= Beginning of Section =

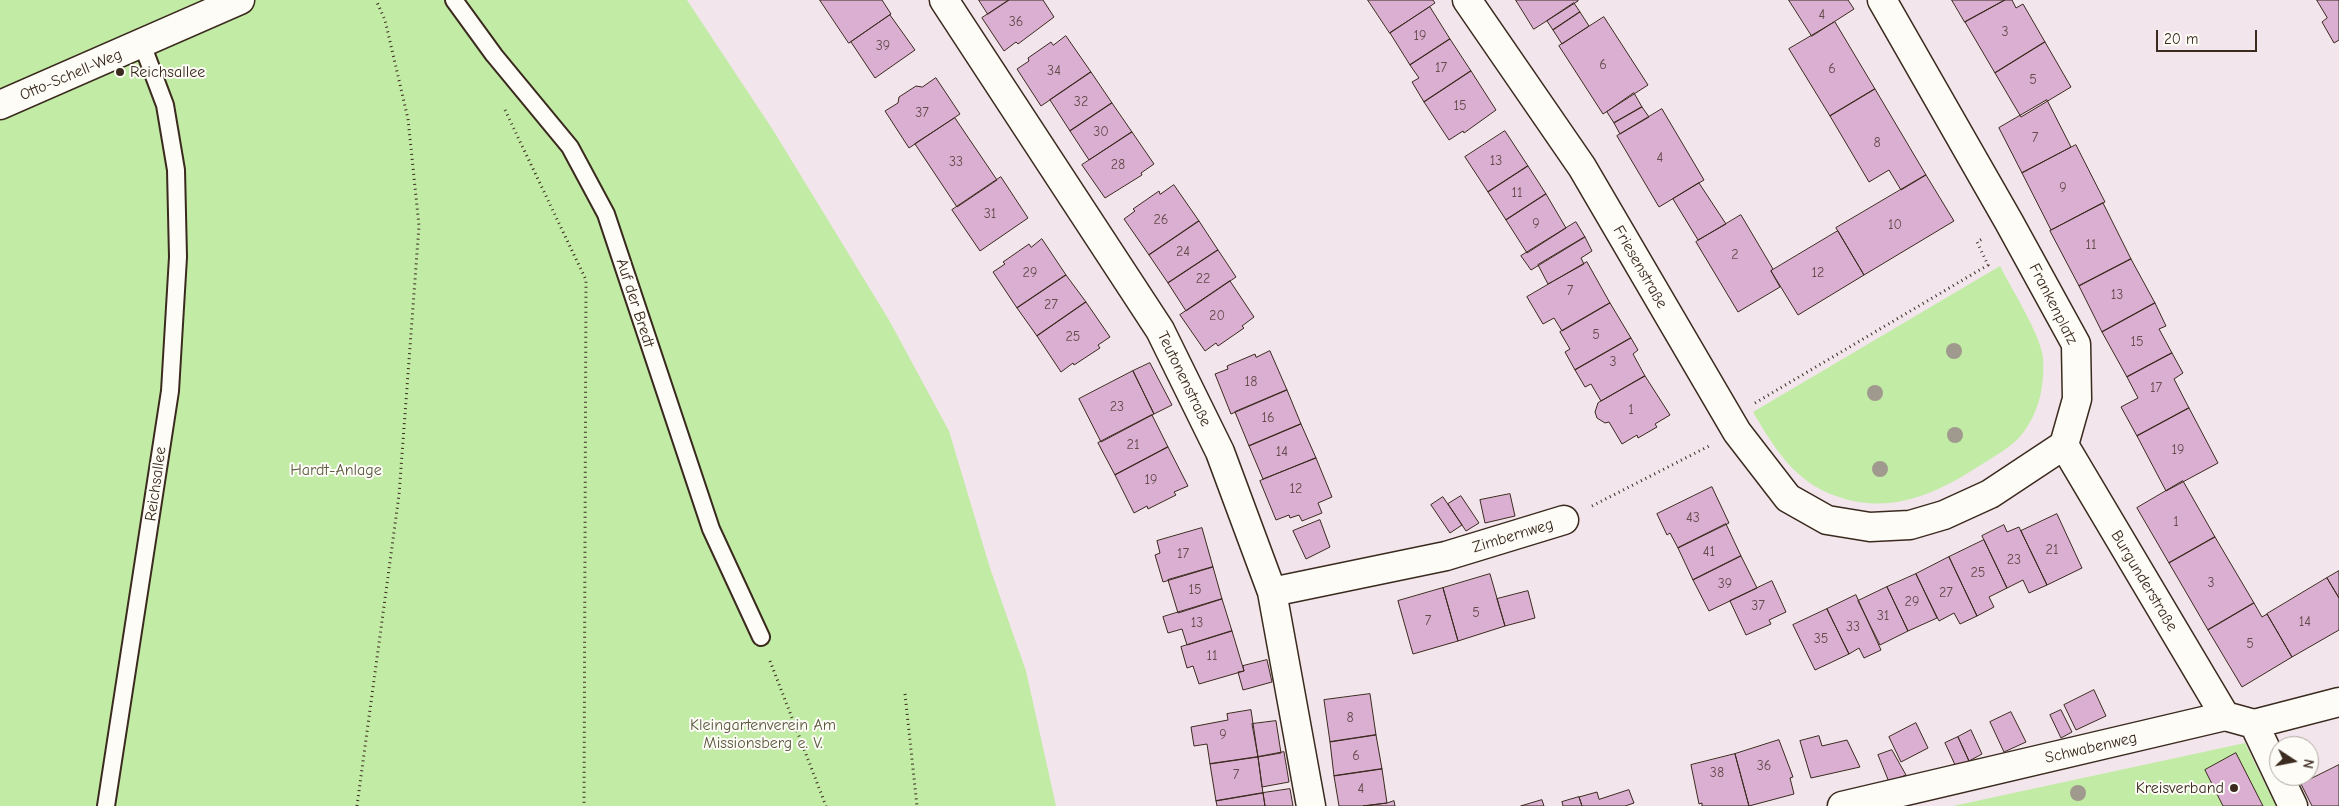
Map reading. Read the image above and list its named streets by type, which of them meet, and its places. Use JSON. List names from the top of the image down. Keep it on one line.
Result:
{"streets":{"street":["Otto-Schell-Weg","Friesenstraße","Frankenplatz","Teutonenstraße","Zimbernweg","Burgunderstraße","Schwabenweg"],"lane":["Auf der Bredt","Reichsallee"]},"crossings":[["Otto-Schell-Weg","Reichsallee"],["Friesenstraße","Frankenplatz"],["Friesenstraße","Zimbernweg"],["Friesenstraße","Burgunderstraße"],["Frankenplatz","Burgunderstraße"],["Teutonenstraße","Zimbernweg"],["Burgunderstraße","Schwabenweg"]],"parks":["Hardt-Anlage","Kleingartenverein Am Missionsberg e. V."],"places":["Reichsallee","Kreisverband"],"house_numbers":["4","36","3","19","39","6","17","6","34","5","32","15","37","30","7","8","4","13","33","28","9","11","31","26","9","10","11","24","2","29","12","22","7","13","27","20","5","25","15","3","18","17","23","1","16","21","19","14","19","12","43","1","21","41","17","23","25","3","39","15","27","29","37","5","31","7","14","13","33","35","5","11","8","9","6","36","38","7","4"],"scale_bar":"20 m","north":"right"}
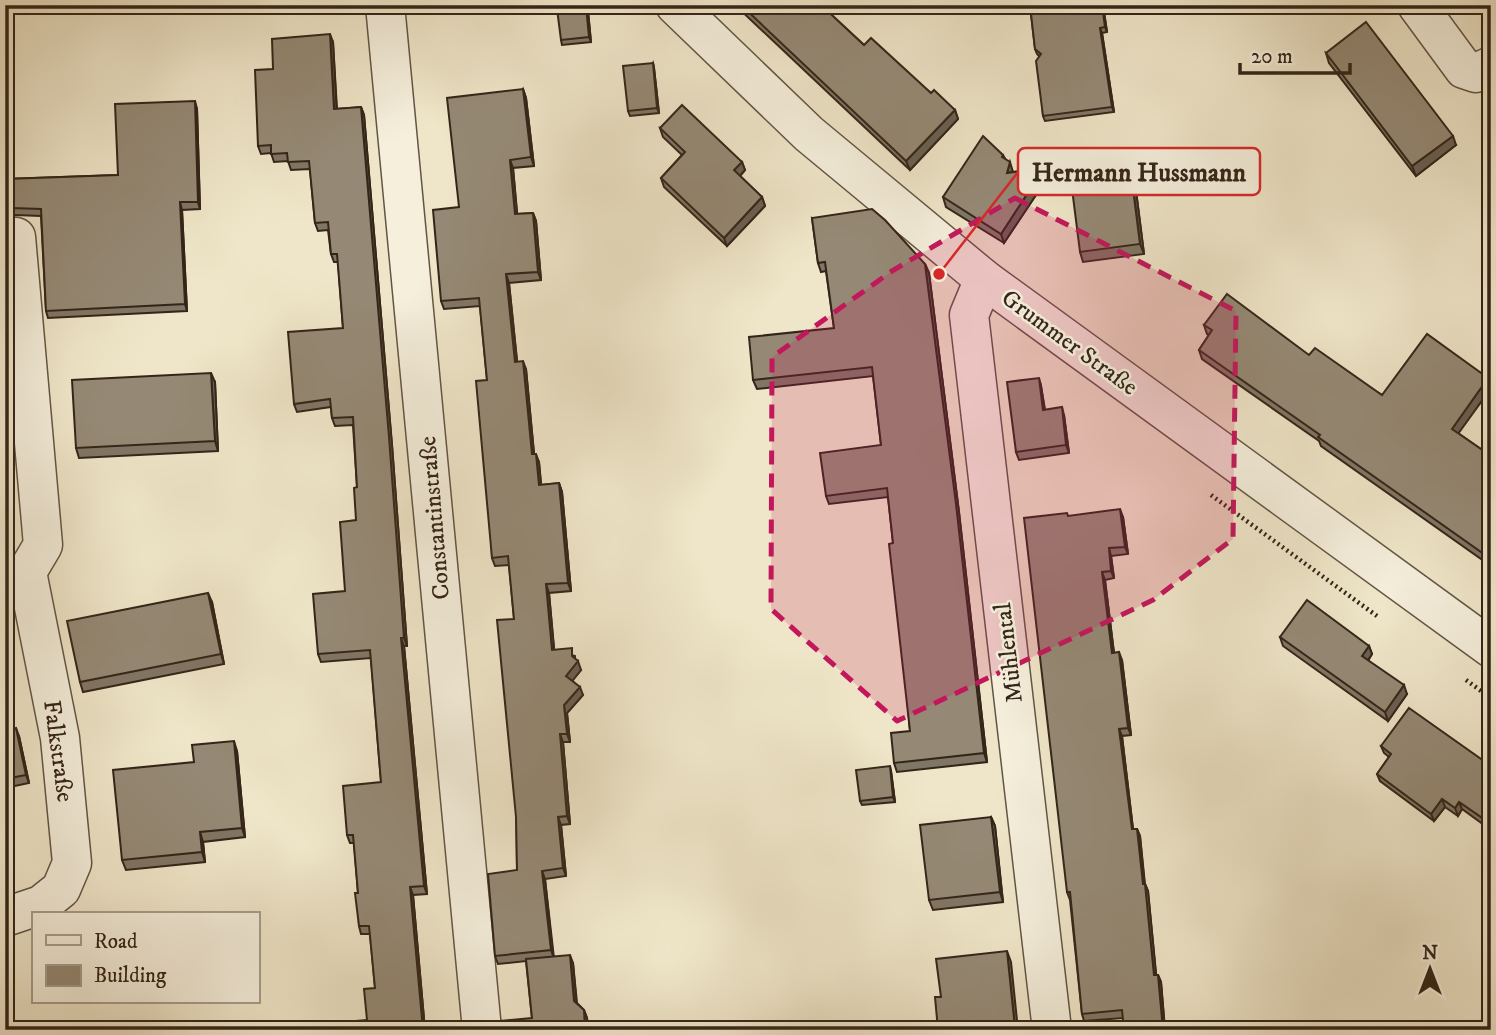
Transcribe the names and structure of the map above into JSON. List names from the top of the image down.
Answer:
{
  "streets": {
    "street": [
      "Grummer Straße",
      "Constantinstraße",
      "Mühlental",
      "Falkstraße"
    ]
  },
  "crossings": [
    ["Grummer Straße", "Mühlental"]
  ],
  "places": ["Hermann Hussmann"],
  "legend": ["Road", "Building"],
  "scale_bar": "20 m",
  "north": "top"
}
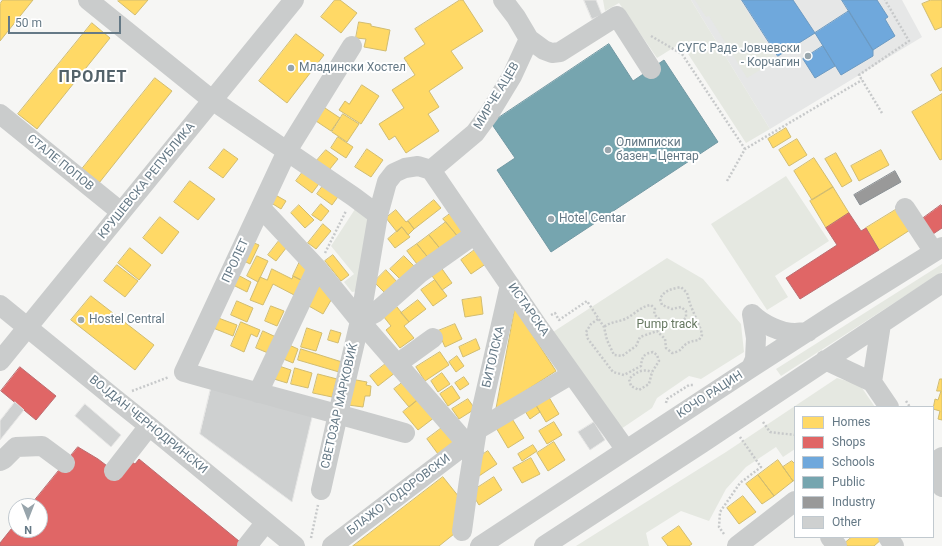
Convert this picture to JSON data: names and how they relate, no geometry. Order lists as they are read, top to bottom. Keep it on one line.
{"streets":{"street":["МИРЧЕ АЦЕВ","СТАЛЕ ПОПОВ","КРУШЕВСКА РЕПУБЛИКА","ПРОЛЕТ","ИСТАРСКА","БИТОЛСКА","КОЧО РАЦИН","СВЕТОЗАР МАРКОВИЌ","ВОЈДАН ЧЕРНОДРИНСКИ","БЛАЖО ТОДОРОВСКИ"]},"crossings":[["МИРЧЕ АЦЕВ","ИСТАРСКА"],["СТАЛЕ ПОПОВ","КРУШЕВСКА РЕПУБЛИКА"],["КРУШЕВСКА РЕПУБЛИКА","ВОЈДАН ЧЕРНОДРИНСКИ"],["ИСТАРСКА","БИТОЛСКА"],["ИСТАРСКА","КОЧО РАЦИН"],["БИТОЛСКА","БЛАЖО ТОДОРОВСКИ"]],"districts":["ПРОЛЕТ"],"parks":["Pump track"],"places":["СУГС Раде Јовчевски - Корчагин","Младински Хостел","Олимписки базен - Центар","Hotel Centar","Hostel Central"],"legend":["Homes","Shops","Schools","Public","Industry","Other"],"scale_bar":"50 m","north":"bottom"}
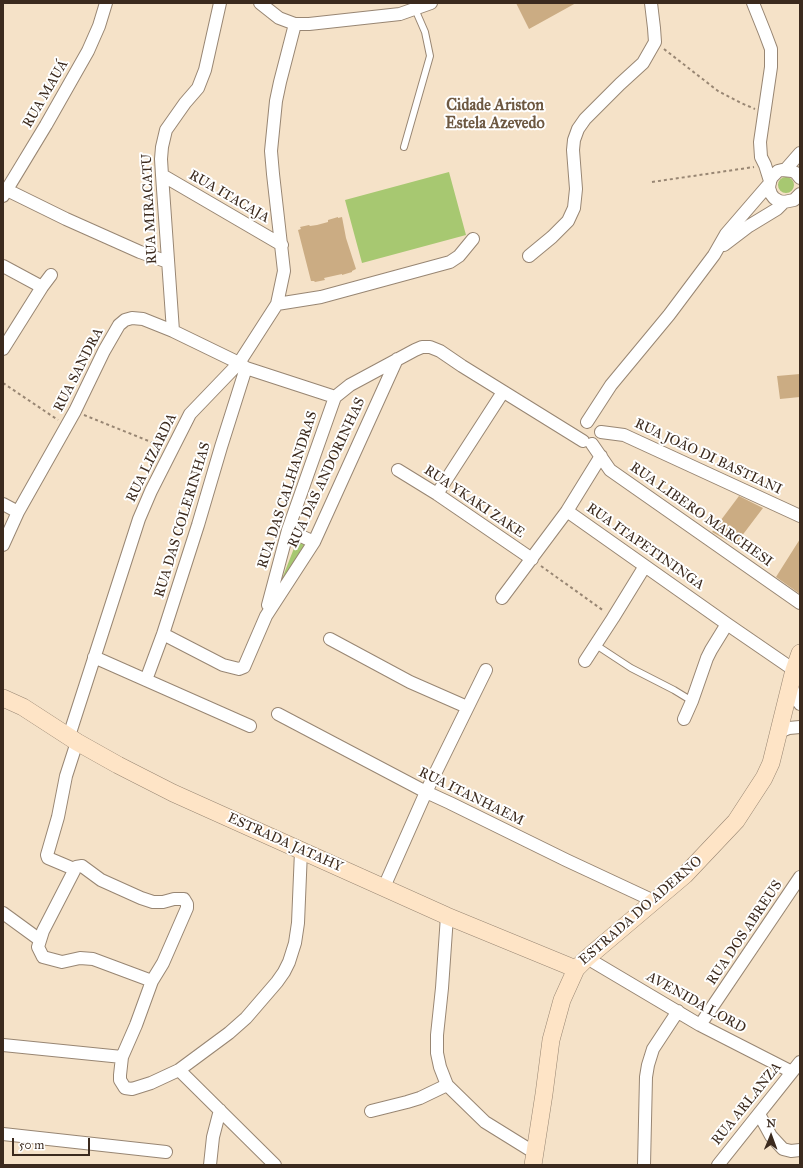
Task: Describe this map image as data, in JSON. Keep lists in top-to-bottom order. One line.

= End of Section =

#### Problem details
Scan the listing above for the word "from" and show each line where it is found.

#### Exercise result
Map reading. Read the image above and list its named streets by type, which of them meet, and its places. Use JSON. List names from the top of the image down. Keep it on one line.
Transcribe the names and structure of the map above into JSON. List names from the top of the image down.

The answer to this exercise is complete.